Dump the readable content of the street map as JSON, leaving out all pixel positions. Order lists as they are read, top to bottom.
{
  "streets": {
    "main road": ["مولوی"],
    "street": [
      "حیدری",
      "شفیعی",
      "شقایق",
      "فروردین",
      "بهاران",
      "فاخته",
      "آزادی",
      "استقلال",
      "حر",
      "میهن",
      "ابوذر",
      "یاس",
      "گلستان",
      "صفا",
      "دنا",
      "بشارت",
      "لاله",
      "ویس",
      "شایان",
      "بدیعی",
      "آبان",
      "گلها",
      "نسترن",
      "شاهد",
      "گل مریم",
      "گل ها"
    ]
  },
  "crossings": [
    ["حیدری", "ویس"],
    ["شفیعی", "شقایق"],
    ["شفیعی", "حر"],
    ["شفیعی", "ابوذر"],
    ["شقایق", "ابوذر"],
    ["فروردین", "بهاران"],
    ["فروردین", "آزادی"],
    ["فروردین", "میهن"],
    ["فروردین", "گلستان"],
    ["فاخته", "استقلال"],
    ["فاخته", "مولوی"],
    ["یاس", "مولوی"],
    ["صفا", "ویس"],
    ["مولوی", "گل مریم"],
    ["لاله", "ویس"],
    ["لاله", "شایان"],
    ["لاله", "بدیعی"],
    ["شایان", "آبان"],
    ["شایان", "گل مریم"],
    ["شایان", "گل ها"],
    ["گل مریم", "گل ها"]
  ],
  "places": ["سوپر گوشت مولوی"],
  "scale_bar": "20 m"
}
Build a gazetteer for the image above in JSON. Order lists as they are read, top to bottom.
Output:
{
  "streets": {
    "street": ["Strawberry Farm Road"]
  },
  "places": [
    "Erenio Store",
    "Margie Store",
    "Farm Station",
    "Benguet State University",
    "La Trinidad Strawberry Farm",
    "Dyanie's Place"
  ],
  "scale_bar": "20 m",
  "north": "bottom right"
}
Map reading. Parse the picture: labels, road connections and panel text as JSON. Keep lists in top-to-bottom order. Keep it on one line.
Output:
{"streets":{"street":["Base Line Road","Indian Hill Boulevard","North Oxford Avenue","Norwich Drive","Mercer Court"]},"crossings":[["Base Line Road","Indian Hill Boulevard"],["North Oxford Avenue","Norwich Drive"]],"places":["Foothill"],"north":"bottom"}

- Assignment: Give back the entire listing with every word intact.

- Answer to this task:
Dump the readable content of the street map as JSON, leaving out all pixel positions. Order lists as they are read, top to bottom.
{
  "streets": {
    "main road": ["مولوی"],
    "street": [
      "حیدری",
      "شفیعی",
      "شقایق",
      "فروردین",
      "بهاران",
      "فاخته",
      "آزادی",
      "استقلال",
      "حر",
      "میهن",
      "ابوذر",
      "یاس",
      "گلستان",
      "صفا",
      "دنا",
      "بشارت",
      "لاله",
      "ویس",
      "شایان",
      "بدیعی",
      "آبان",
      "گلها",
      "نسترن",
      "شاهد",
      "گل مریم",
      "گل ها"
    ]
  },
  "crossings": [
    ["حیدری", "ویس"],
    ["شفیعی", "شقایق"],
    ["شفیعی", "حر"],
    ["شفیعی", "ابوذر"],
    ["شقایق", "ابوذر"],
    ["فروردین", "بهاران"],
    ["فروردین", "آزادی"],
    ["فروردین", "میهن"],
    ["فروردین", "گلستان"],
    ["فاخته", "استقلال"],
    ["فاخته", "مولوی"],
    ["یاس", "مولوی"],
    ["صفا", "ویس"],
    ["مولوی", "گل مریم"],
    ["لاله", "ویس"],
    ["لاله", "شایان"],
    ["لاله", "بدیعی"],
    ["شایان", "آبان"],
    ["شایان", "گل مریم"],
    ["شایان", "گل ها"],
    ["گل مریم", "گل ها"]
  ],
  "places": ["سوپر گوشت مولوی"],
  "scale_bar": "20 m"
}
Build a gazetteer for the image above in JSON. Order lists as they are read, top to bottom.
Output:
{
  "streets": {
    "street": ["Strawberry Farm Road"]
  },
  "places": [
    "Erenio Store",
    "Margie Store",
    "Farm Station",
    "Benguet State University",
    "La Trinidad Strawberry Farm",
    "Dyanie's Place"
  ],
  "scale_bar": "20 m",
  "north": "bottom right"
}
Map reading. Parse the picture: labels, road connections and panel text as JSON. Keep lists in top-to-bottom order. Keep it on one line.
Output:
{"streets":{"street":["Base Line Road","Indian Hill Boulevard","North Oxford Avenue","Norwich Drive","Mercer Court"]},"crossings":[["Base Line Road","Indian Hill Boulevard"],["North Oxford Avenue","Norwich Drive"]],"places":["Foothill"],"north":"bottom"}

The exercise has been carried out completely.